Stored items

⁂

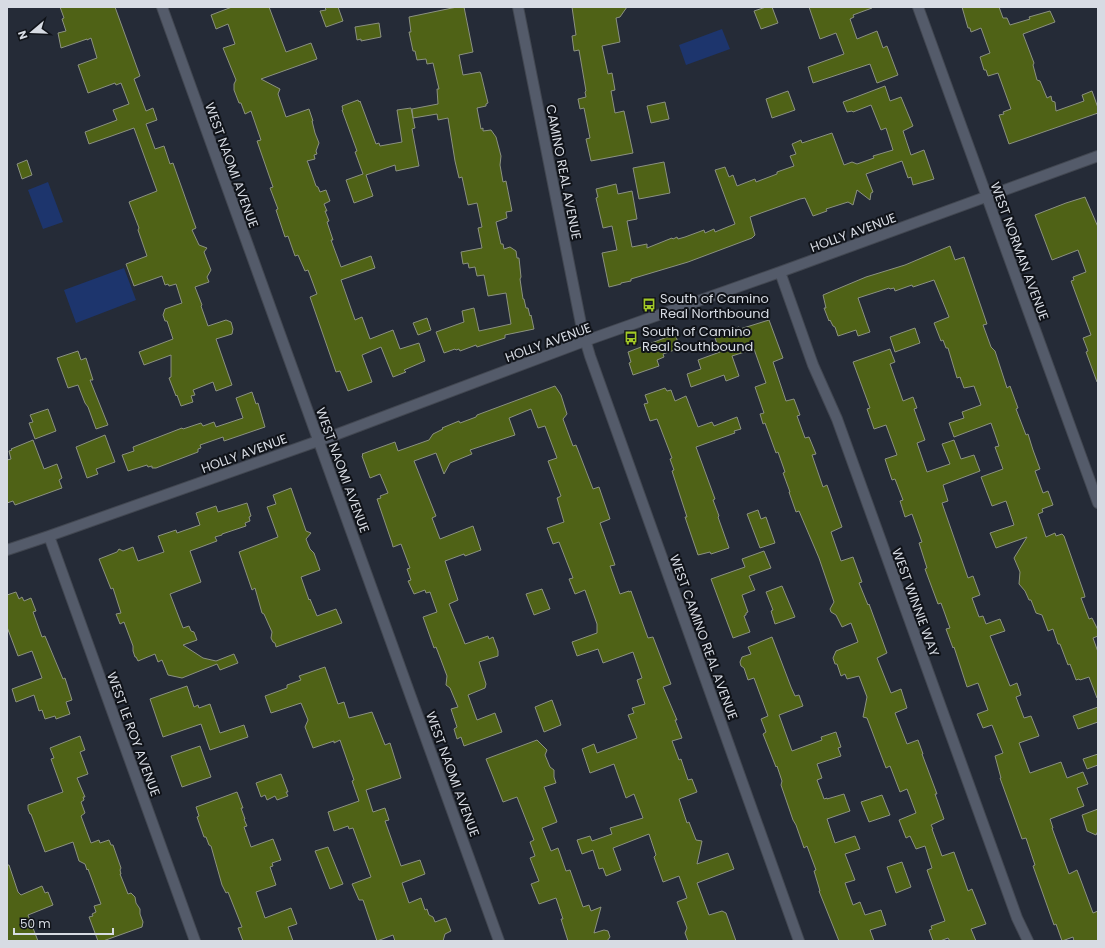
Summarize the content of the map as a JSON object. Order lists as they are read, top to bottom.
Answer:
{
  "streets": {
    "street": [
      "WEST NAOMI AVENUE",
      "CAMINO REAL AVENUE",
      "HOLLY AVENUE",
      "WEST NORMAN AVENUE",
      "WEST WINNIE WAY",
      "WEST CAMINO REAL AVENUE",
      "WEST LE ROY AVENUE"
    ]
  },
  "crossings": [
    ["WEST NAOMI AVENUE", "HOLLY AVENUE"],
    ["CAMINO REAL AVENUE", "HOLLY AVENUE"],
    ["CAMINO REAL AVENUE", "WEST CAMINO REAL AVENUE"],
    ["HOLLY AVENUE", "WEST NORMAN AVENUE"],
    ["HOLLY AVENUE", "WEST WINNIE WAY"],
    ["HOLLY AVENUE", "WEST CAMINO REAL AVENUE"],
    ["HOLLY AVENUE", "WEST LE ROY AVENUE"]
  ],
  "places": {
    "bus stop": ["South of Camino Real Northbound", "South of Camino Real Southbound"]
  },
  "scale_bar": "50 m",
  "north": "left"
}
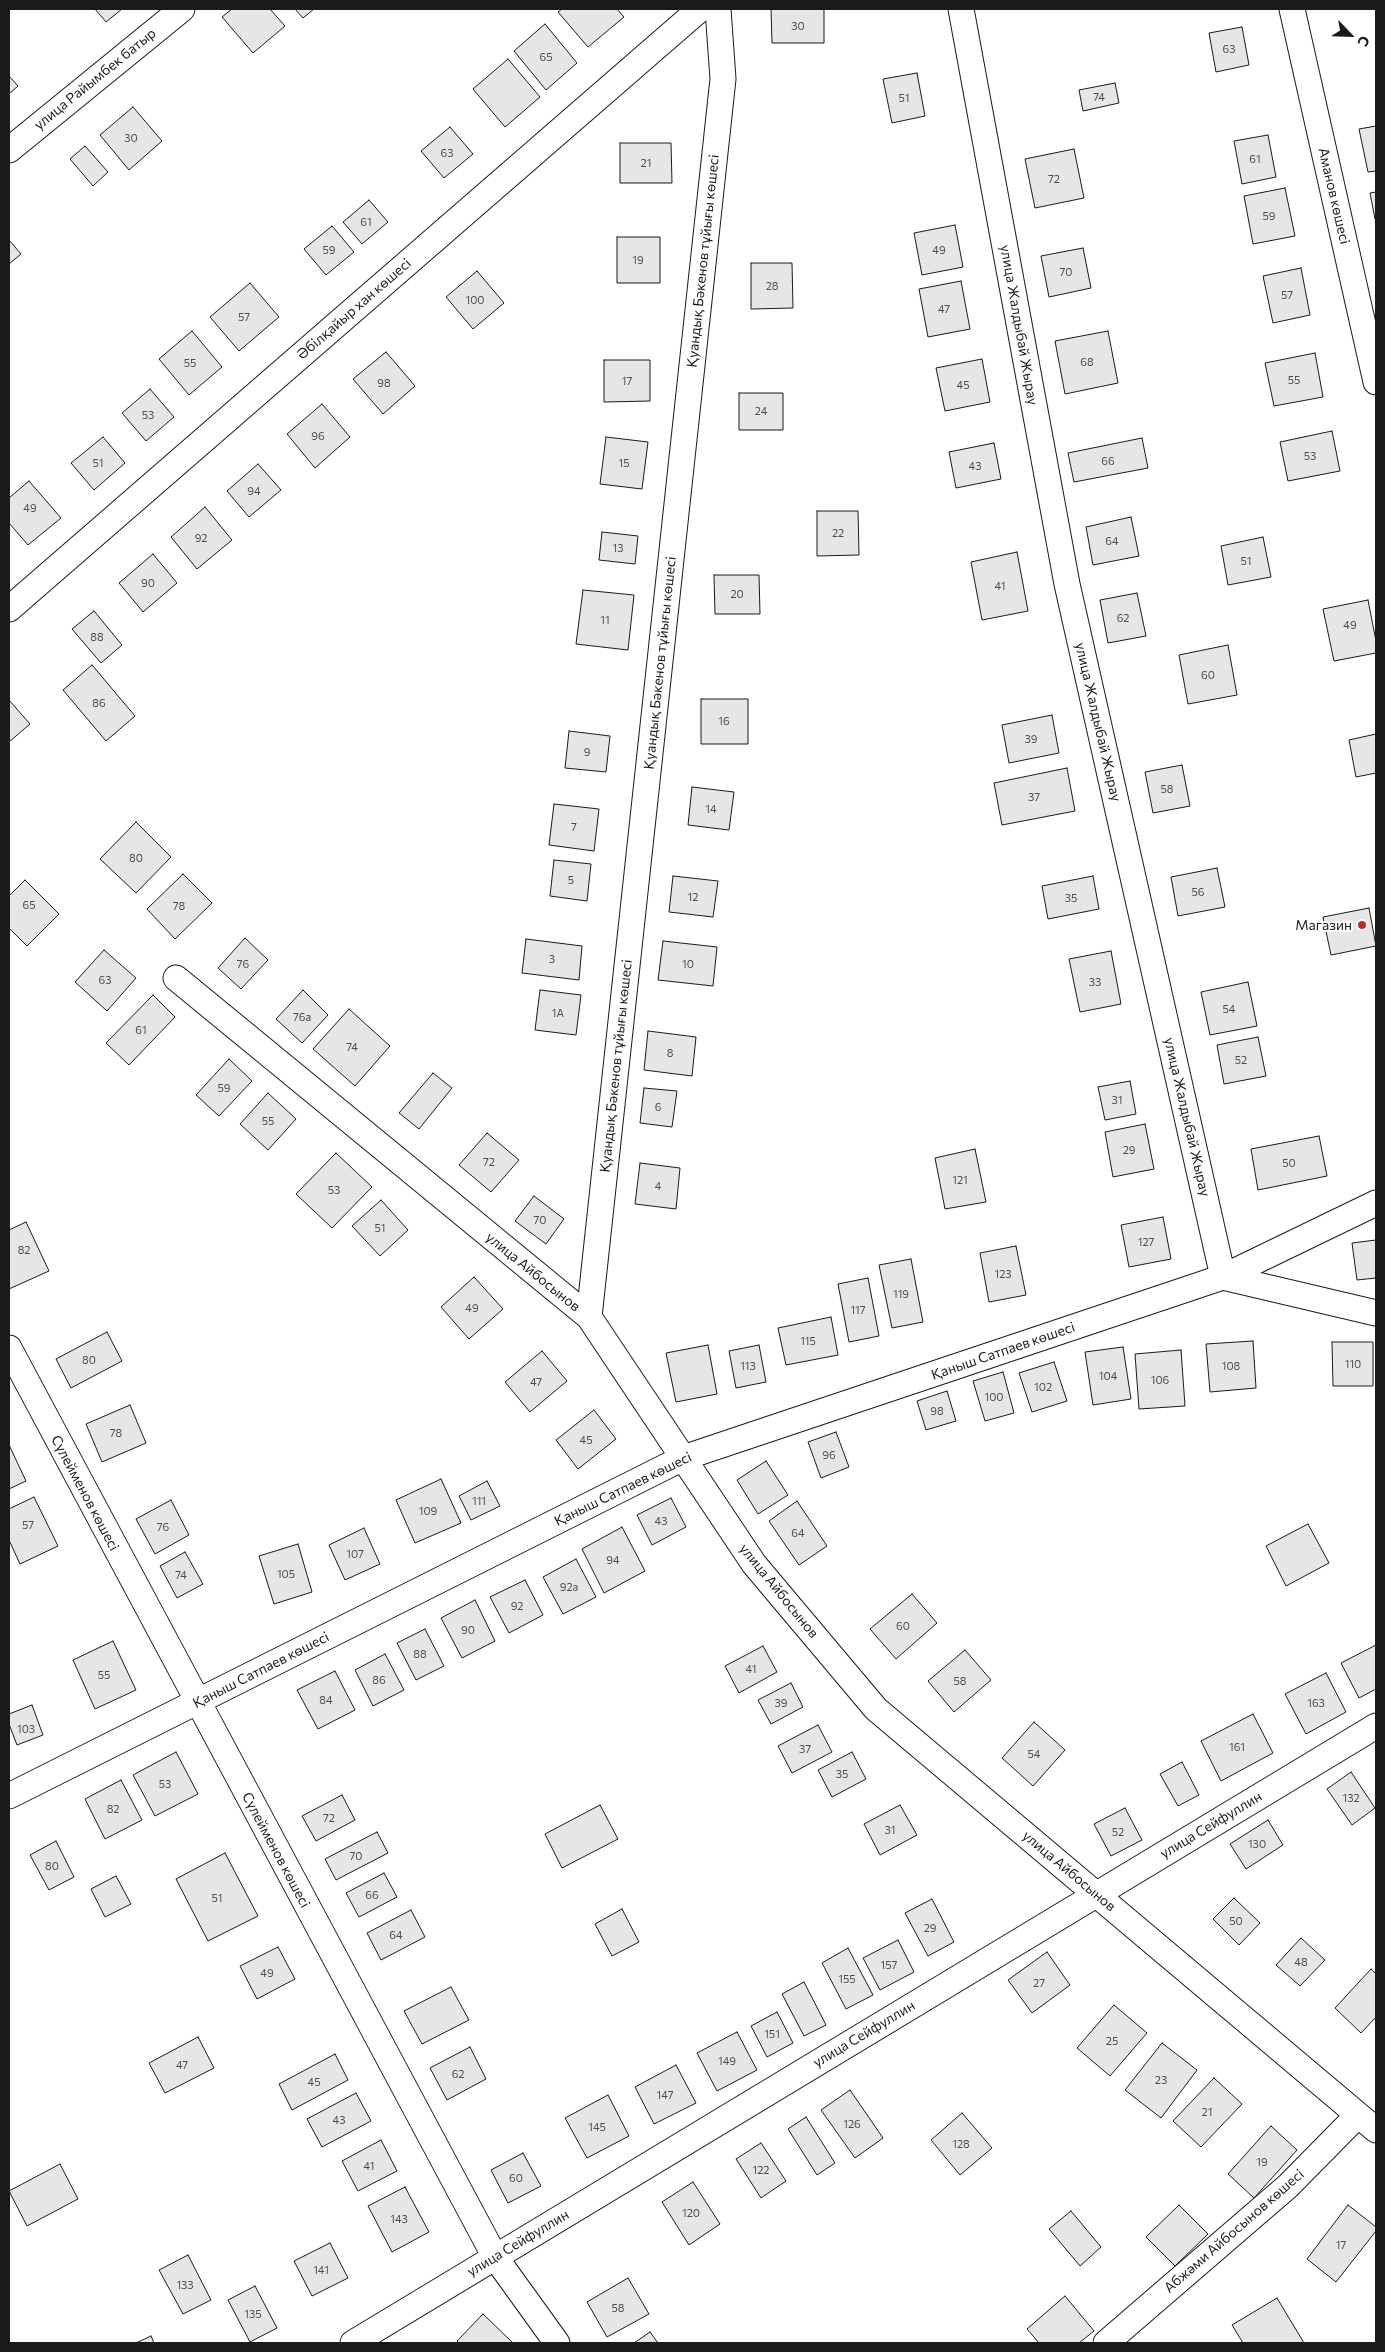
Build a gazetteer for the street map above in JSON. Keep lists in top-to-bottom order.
{
  "streets": {
    "street": [
      "улица Райымбек батыр",
      "Аманов көшесі",
      "Қуандық Бәкенов тұйығы көшесі",
      "Әбілқайыр хан көшесі",
      "улица Жалдыбай Жырау",
      "улица Айбосынов",
      "Қаныш Сатпаев көшесі",
      "Сүлейменов көшесі",
      "улица Сейфуллин",
      "Абжәми Айбосынов көшесі"
    ]
  },
  "crossings": [
    ["Қуандық Бәкенов тұйығы көшесі", "улица Айбосынов"],
    ["улица Жалдыбай Жырау", "Қаныш Сатпаев көшесі"],
    ["улица Айбосынов", "Қаныш Сатпаев көшесі"],
    ["улица Айбосынов", "улица Сейфуллин"],
    ["улица Айбосынов", "Абжәми Айбосынов көшесі"],
    ["Қаныш Сатпаев көшесі", "Сүлейменов көшесі"],
    ["Сүлейменов көшесі", "улица Сейфуллин"]
  ],
  "places": ["Магазин"],
  "house_numbers": [
    "30",
    "63",
    "65",
    "74",
    "51",
    "30",
    "63",
    "61",
    "21",
    "72",
    "59",
    "61",
    "59",
    "49",
    "19",
    "70",
    "28",
    "57",
    "100",
    "47",
    "57",
    "68",
    "55",
    "55",
    "17",
    "98",
    "45",
    "24",
    "53",
    "96",
    "53",
    "66",
    "51",
    "15",
    "43",
    "94",
    "49",
    "22",
    "92",
    "64",
    "13",
    "51",
    "90",
    "41",
    "20",
    "62",
    "11",
    "49",
    "88",
    "60",
    "86",
    "16",
    "39",
    "9",
    "58",
    "37",
    "14",
    "7",
    "80",
    "5",
    "56",
    "12",
    "35",
    "65",
    "78",
    "3",
    "76",
    "10",
    "63",
    "33",
    "54",
    "1А",
    "76а",
    "61",
    "74",
    "8",
    "52",
    "59",
    "31",
    "6",
    "55",
    "29",
    "72",
    "50",
    "121",
    "4",
    "53",
    "70",
    "51",
    "127",
    "82",
    "123",
    "119",
    "49",
    "117",
    "115",
    "80",
    "110",
    "113",
    "108",
    "104",
    "106",
    "47",
    "102",
    "100",
    "98",
    "78",
    "45",
    "96",
    "111",
    "109",
    "43",
    "57",
    "76",
    "64",
    "107",
    "94",
    "105",
    "74",
    "92а",
    "92",
    "60",
    "90",
    "88",
    "41",
    "55",
    "86",
    "58",
    "84",
    "39",
    "163",
    "103",
    "161",
    "37",
    "54",
    "35",
    "53",
    "132",
    "82",
    "72",
    "31",
    "52",
    "130",
    "70",
    "80",
    "66",
    "51",
    "50",
    "29",
    "64",
    "48",
    "157",
    "49",
    "155",
    "27",
    "151",
    "25",
    "149",
    "47",
    "62",
    "23",
    "45",
    "147",
    "21",
    "43",
    "126",
    "145",
    "128",
    "19",
    "41",
    "122",
    "60",
    "120",
    "143",
    "17",
    "141",
    "133",
    "58",
    "135"
  ],
  "north": "bottom right"
}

⁂

## WORK TO BE COMPLETED:
Go through the entries and copy each line holding the string "NAOMI".

## ANSWER SECTION:
      "WEST NAOMI AVENUE",
    ["WEST NAOMI AVENUE", "HOLLY AVENUE"],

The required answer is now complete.